Injured but Determined, Andy Karl Opens ‘Groundhog Day’

The New York Times: He wore a large black brace around his left knee. He limped a bit through the second act, and he skipped a few moves.

But on Monday night, the actor Andy Karl triumphantly pulled off the kind of performance Broadway loves to celebrate: In a poignant demonstration of the show-must-go-on ethic, he led the opening night production of “Groundhog Day” just 72 hours after tearing his anterior cruciate ligament in full view of the audience at a Friday night preview.

9 comments:

Megan Jones said...

I can't imagine how scary it must have been to have that severe of an injury onstage in front of an audience. The timing of this couldn't be worse for Andy Karl, as this is a crucial point in the show's production. It's honestly crazy to think that he has to continue to perform until at least April 28th in order to be eligible for the Tony's. As much as I admire his perseverance and dedication to the role, I'm not sure if continuing in this part past this cut off date would be a good idea for him. A torn ACL can take months to fully heal, and even with the edited staging of the show he will still be putting a lot of strain on his knee. When I was in high school our Val in A Chorus Line tore her ACL three weeks before opening and chose to leave the production.

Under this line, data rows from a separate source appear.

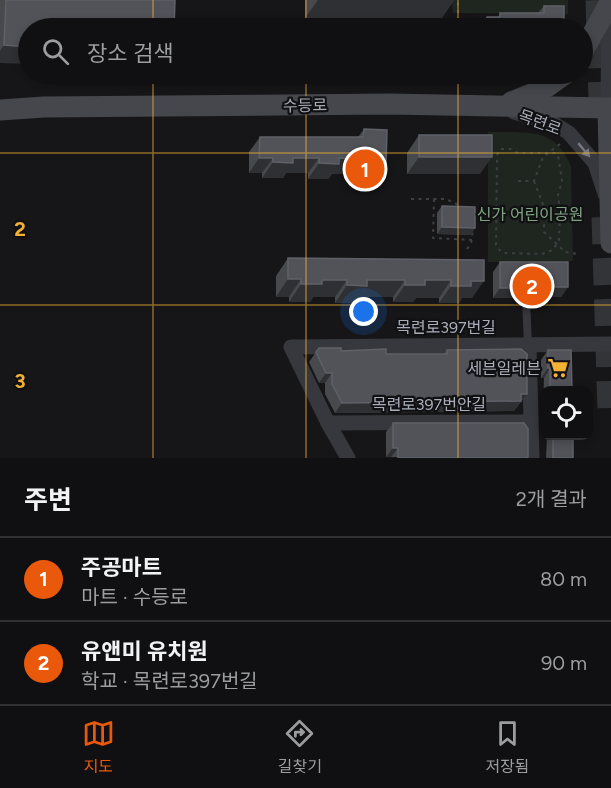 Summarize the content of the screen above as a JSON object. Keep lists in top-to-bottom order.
{
  "streets": {
    "street": [
      "수등로",
      "목련로",
      "목련로397번길",
      "목련로397번안길"
    ]
  },
  "crossings": [
    ["수등로", "목련로"],
    ["목련로397번길", "목련로397번안길"]
  ],
  "one_way": ["목련로"],
  "parks": ["신가 어린이공원"],
  "places": {
    "supermarket": ["세븐일레븐"]
  },
  "page": {
    "search": "장소 검색",
    "pins": ["1", "2"],
    "heading": ["주변", "2개 결과"],
    "list": [
      {
        "mark": "1",
        "name": "주공마트",
        "note": "마트 · 수등로",
        "value": "80 m"
      },
      {
        "mark": "2",
        "name": "유앤미 유치원",
        "note": "학교 · 목련로397번길",
        "value": "90 m"
      }
    ],
    "nav": ["지도", "길찾기", "저장됨"]
  },
  "grid": {
    "rows": ["2", "3"]
  }
} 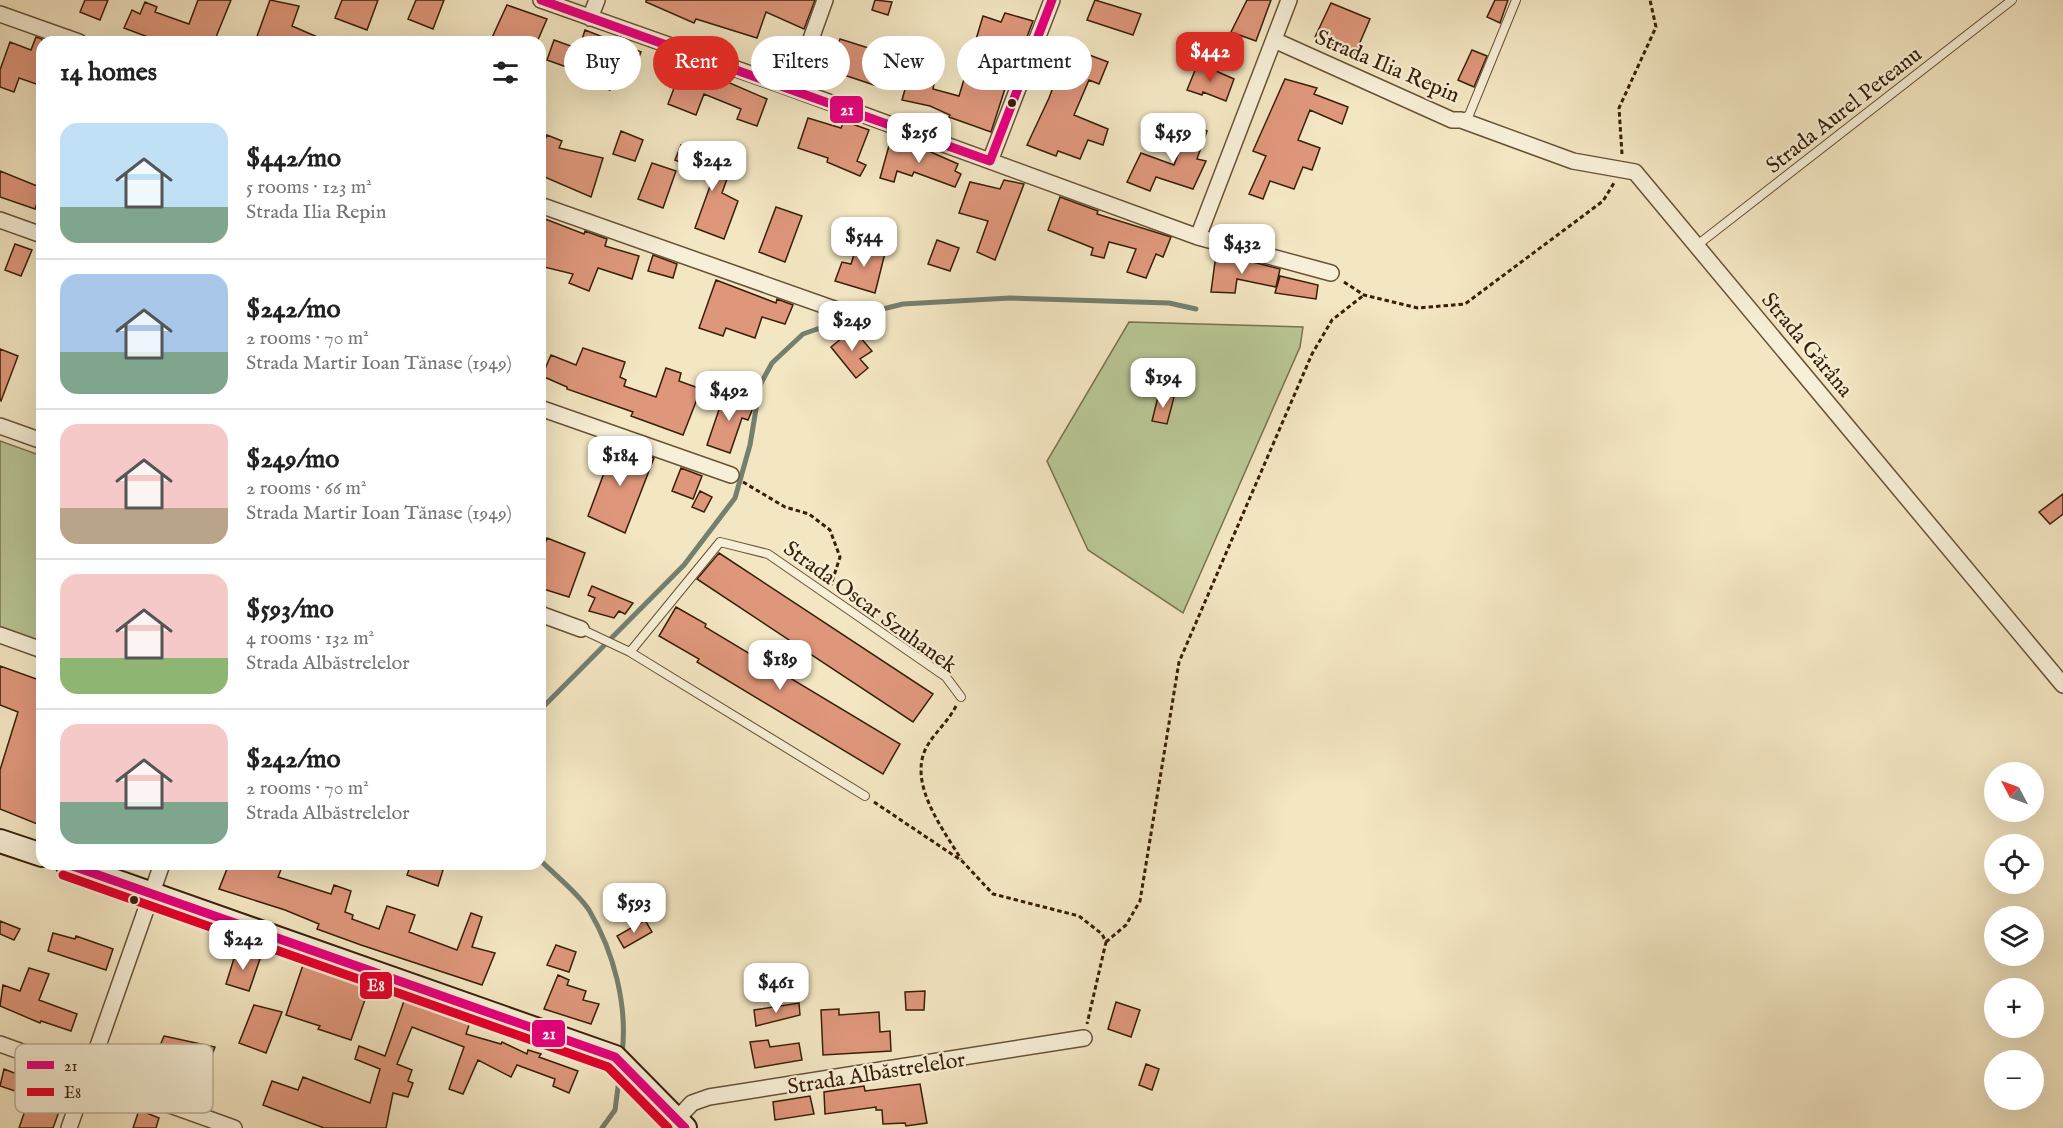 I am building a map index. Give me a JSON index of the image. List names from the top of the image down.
{
  "streets": {
    "street": ["Strada Ilia Repin", "Strada Gărâna", "Strada Albăstrelelor"],
    "lane": ["Strada Aurel Peteanu", "Strada Oscar Szuhanek"]
  },
  "crossings": [
    ["Strada Ilia Repin", "Strada Gărâna"],
    ["Strada Aurel Peteanu", "Strada Gărâna"]
  ],
  "lines": ["transit line 21", "transit line E8"],
  "legend": ["21", "E8"],
  "north": "top left",
  "page": {
    "price": [
      "$442",
      "$256",
      "$459",
      "$242",
      "$544",
      "$432",
      "$249",
      "$194",
      "$492",
      "$184",
      "$189",
      "$593",
      "$242",
      "$461"
    ],
    "chip": [
      "Buy",
      "Rent",
      "Filters",
      "New",
      "Apartment"
    ],
    "heading": "14 homes",
    "list": [
      {
        "name": "$442/mo",
        "note": "5 rooms · 123 m² · Strada Ilia Repin"
      },
      {
        "name": "$242/mo",
        "note": "2 rooms · 70 m² · Strada Martir Ioan Tănase (1949)"
      },
      {
        "name": "$249/mo",
        "note": "2 rooms · 66 m² · Strada Martir Ioan Tănase (1949)"
      },
      {
        "name": "$593/mo",
        "note": "4 rooms · 132 m² · Strada Albăstrelelor"
      },
      {
        "name": "$242/mo",
        "note": "2 rooms · 70 m² · Strada Albăstrelelor"
      }
    ],
    "map_buttons": ["+", "−"]
  }
} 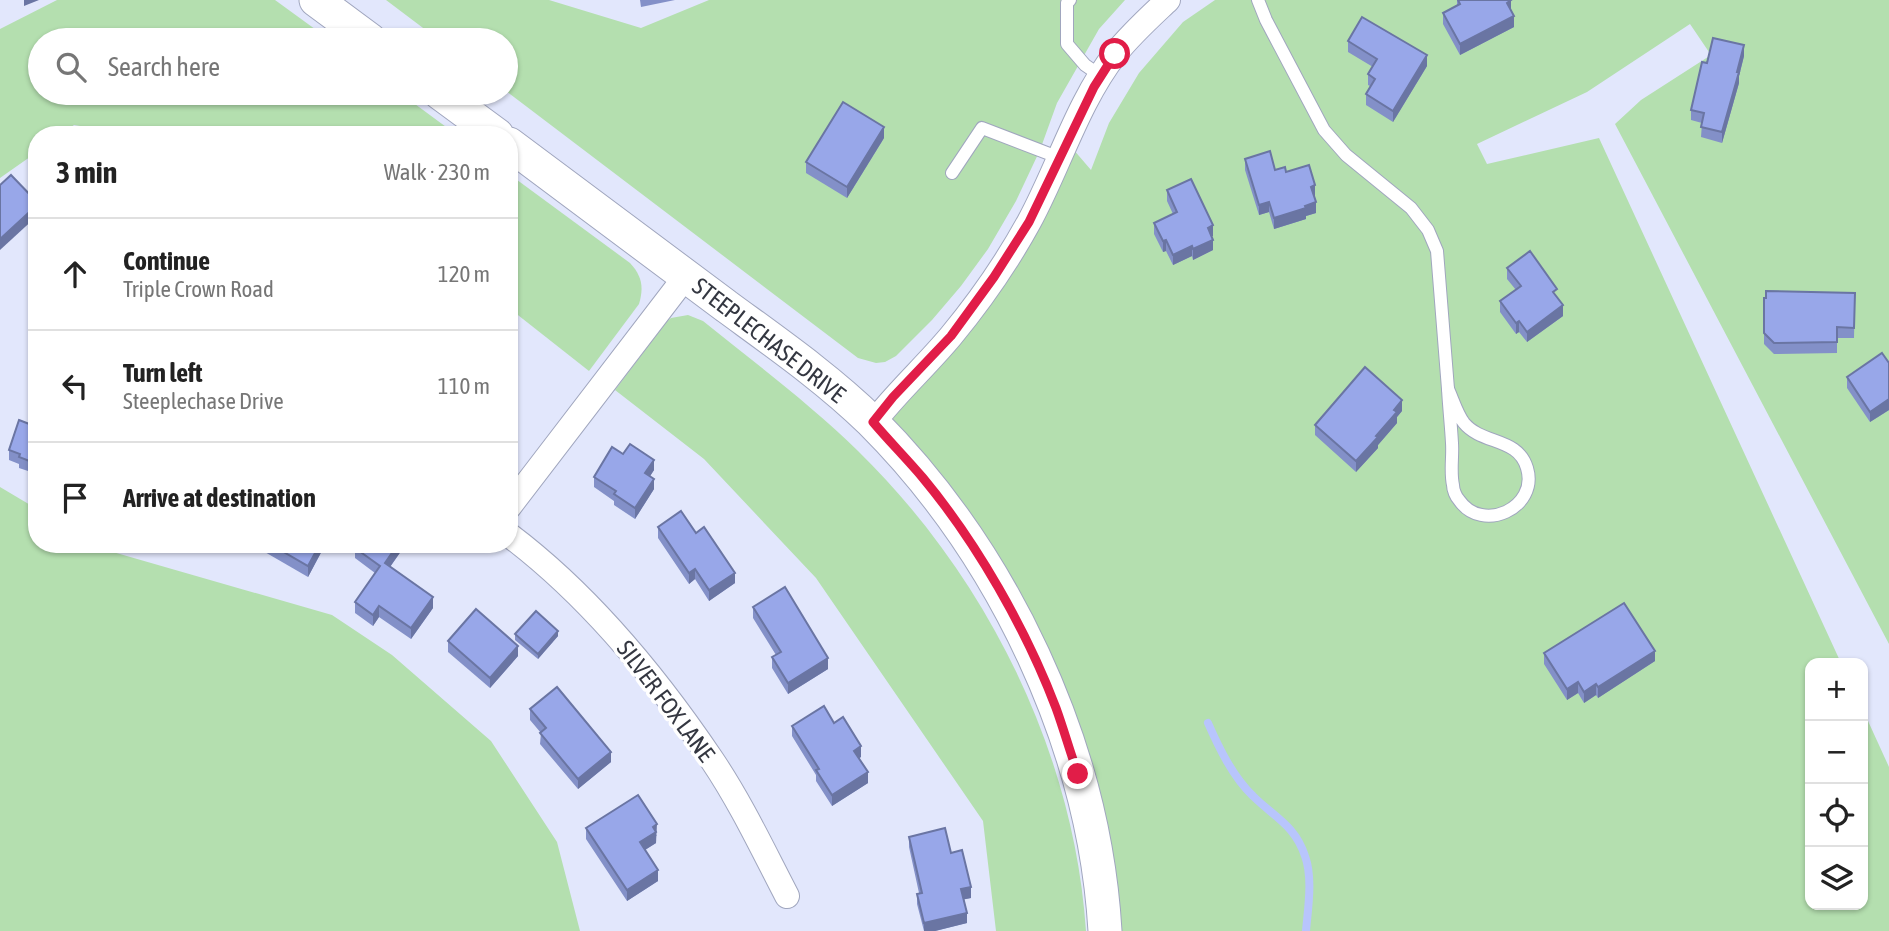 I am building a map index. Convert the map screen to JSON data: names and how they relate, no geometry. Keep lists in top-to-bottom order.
{
  "streets": {
    "street": ["STEEPLECHASE DRIVE", "SILVER FOX LANE"]
  },
  "page": {
    "search": "Search here",
    "heading": ["3 min", "Walk · 230 m"],
    "list": [
      ["Continue", "Triple Crown Road", "120 m"],
      ["Turn left", "Steeplechase Drive", "110 m"],
      "Arrive at destination"
    ],
    "map_buttons": ["+", "−"]
  }
} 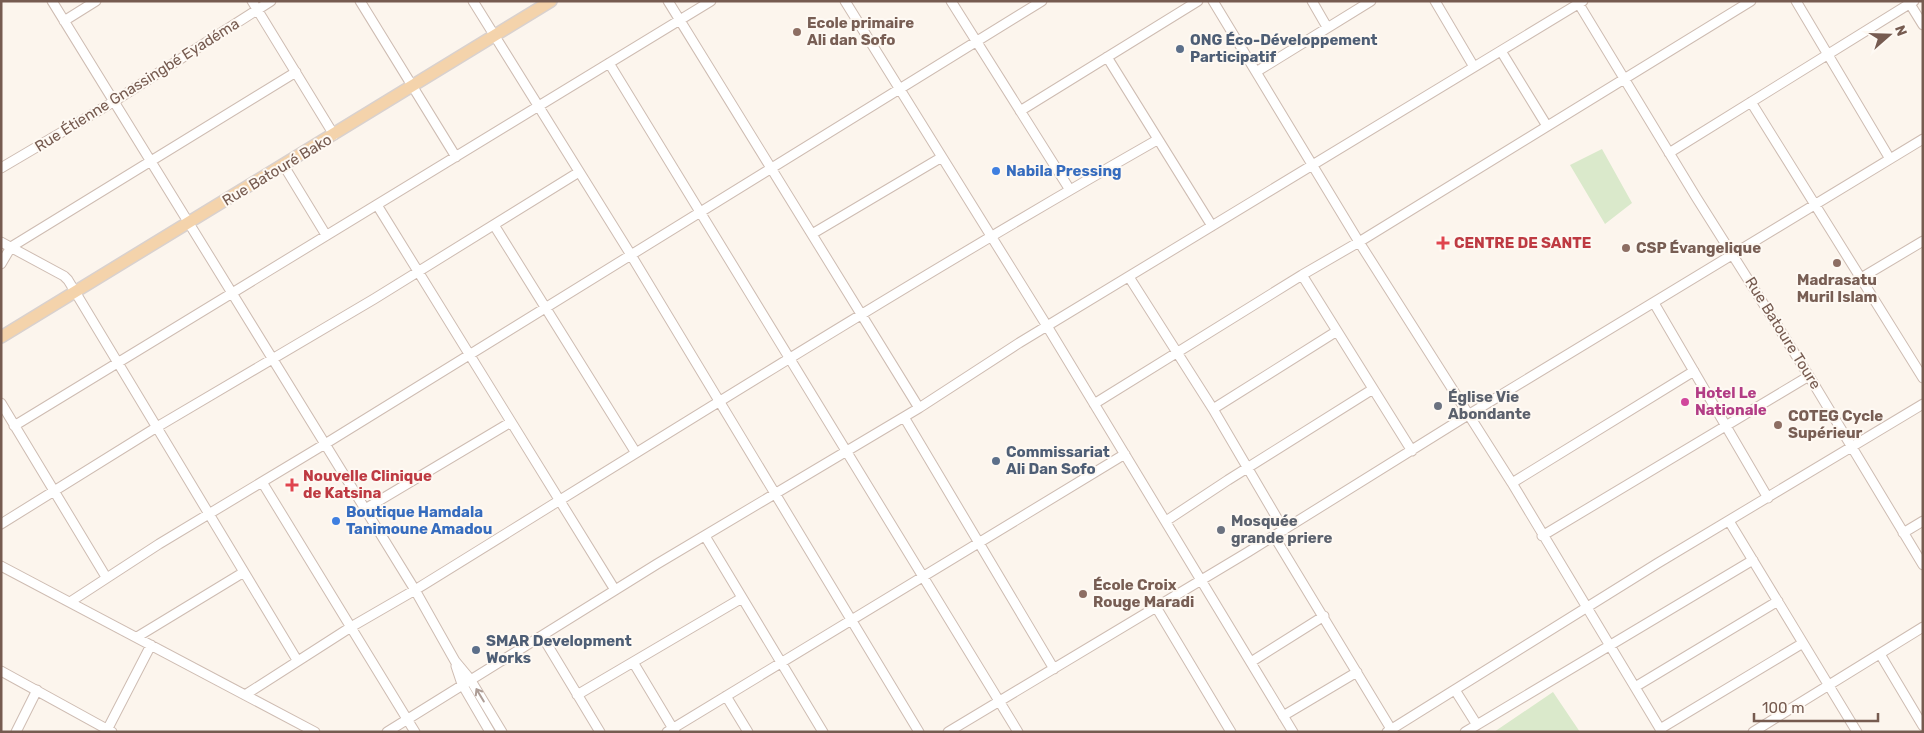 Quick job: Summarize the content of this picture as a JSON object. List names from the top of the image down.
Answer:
{
  "streets": {
    "main road": ["Rue Batouré Bako"],
    "street": ["Rue Étienne Gnassingbé Eyadéma", "Rue Batoure Toure"]
  },
  "places": {
    "other": [
      "Ecole primaire Ali dan Sofo",
      "ONG Éco-Développement Participatif",
      "Nabila Pressing",
      "CSP Évangelique",
      "Madrasatu Muril Islam",
      "Hotel Le Nationale",
      "Église Vie Abondante",
      "COTEG Cycle Supérieur",
      "Commissariat Ali Dan Sofo",
      "Boutique Hamdala Tanimoune Amadou",
      "Mosquée grande priere",
      "École Croix Rouge Maradi",
      "SMAR Development Works"
    ],
    "health": ["CENTRE DE SANTE", "Nouvelle Clinique de Katsina"]
  },
  "scale_bar": "100 m",
  "north": "right"
} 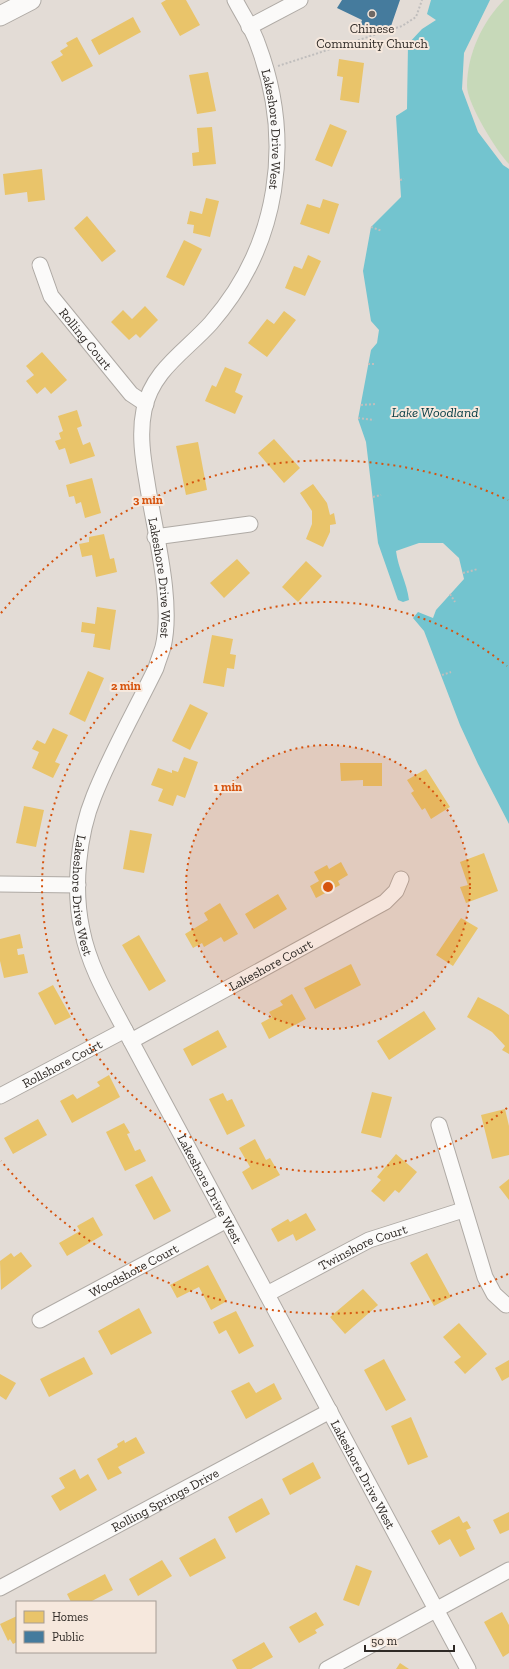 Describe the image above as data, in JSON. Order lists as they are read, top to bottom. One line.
{"streets":{"street":["Lakeshore Drive West","Rolling Court","Lakeshore Court","Rollshore Court","Twinshore Court","Woodshore Court","Rolling Springs Drive"]},"crossings":[["Lakeshore Drive West","Rolling Court"],["Lakeshore Drive West","Lakeshore Court"],["Lakeshore Drive West","Rollshore Court"],["Lakeshore Drive West","Twinshore Court"],["Lakeshore Drive West","Woodshore Court"],["Lakeshore Drive West","Rolling Springs Drive"],["Lakeshore Court","Rollshore Court"]],"water":["Lake Woodland"],"places":["Chinese Community Church"],"legend":["Homes","Public"],"scale_bar":"50 m","rings":["3 min","2 min","1 min"]} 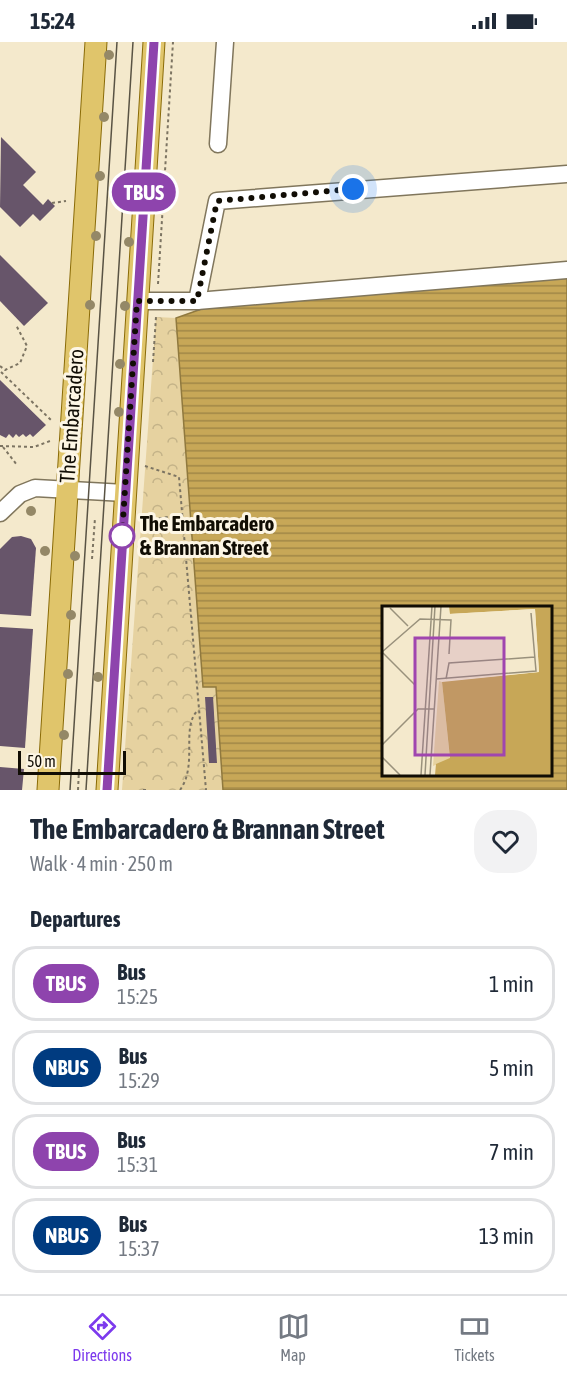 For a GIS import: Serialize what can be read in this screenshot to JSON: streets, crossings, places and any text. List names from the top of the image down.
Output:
{
  "streets": {
    "main road": ["The Embarcadero"]
  },
  "places": ["The Embarcadero & Brannan Street"],
  "lines": ["bus line TBUS"],
  "scale_bar": "50 m",
  "page": {
    "status": "15:24",
    "on_map": "TBUS",
    "scale": "50 m",
    "heading": [
      ["The Embarcadero & Brannan Street", "Walk · 4 min · 250 m"],
      "Departures"
    ],
    "list": [
      {
        "mark": "TBUS",
        "name": "Bus",
        "note": "15:25",
        "value": "1 min"
      },
      {
        "mark": "NBUS",
        "name": "Bus",
        "note": "15:29",
        "value": "5 min"
      },
      {
        "mark": "TBUS",
        "name": "Bus",
        "note": "15:31",
        "value": "7 min"
      },
      {
        "mark": "NBUS",
        "name": "Bus",
        "note": "15:37",
        "value": "13 min"
      }
    ],
    "tabs": ["Directions", "Map", "Tickets"]
  }
}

Even though dropping out of the show was emotionally hard for her it was much more important for her to focus on healing. Obviously a Broadway production is completely different scale of show than this, but I still believe that health should come first no matter what level you're working at.

Rebecca Meckler said...

This is a great example of the show must go on mentality. I think it’s great that that Andy Karl was able to go on and perform, despite his injury. However, I worry that this will set a precedent for other injured actors who might not be able to perform. Some people might not feel comfortable performing with a torn ACL, or any other type of injury, and people might reference Karl as a way to force them onstage. One of the major factors that allowed Karl to perform was that they reworked certain elements in the show. If the show had not been reworked to accommodate Karl, he most likely would have not been able to perform or would have hurt himself even more trying to perform. I hope that people remember that before they encourage people who are injured to perform. Overall, I’m impressed that Karl was willing and able to perform after such a severe injury.

Marisa Rinchiuso said...

Grit and determination are understatements for Andy Karl's amazing performance. This situation could have sidelined anybody, and being so close to opening, nobody would of argued if he decided to sit it out. It was very admirable for him to pull through and perform on opening night. However, I hope that for the rest of the week, and possibly longer, they put in the understudy. I'm sure it must be exciting to be a part of the opening of a new broadway show, but he needs to focus on getting better now. Aside from his own personal recovery, I'm sure the show is going to suffer major financial losses from Karl's absences. Being such a broadway icon, it's going to be hard to balance his and everyone's desire to get back to the show with the fact that an ACL tear will have a long recovery period. I really think the company should be applauded though on their fast and efficient response to the situation and the way they made the old saying "the show must go on" true.

Julian Goldman said...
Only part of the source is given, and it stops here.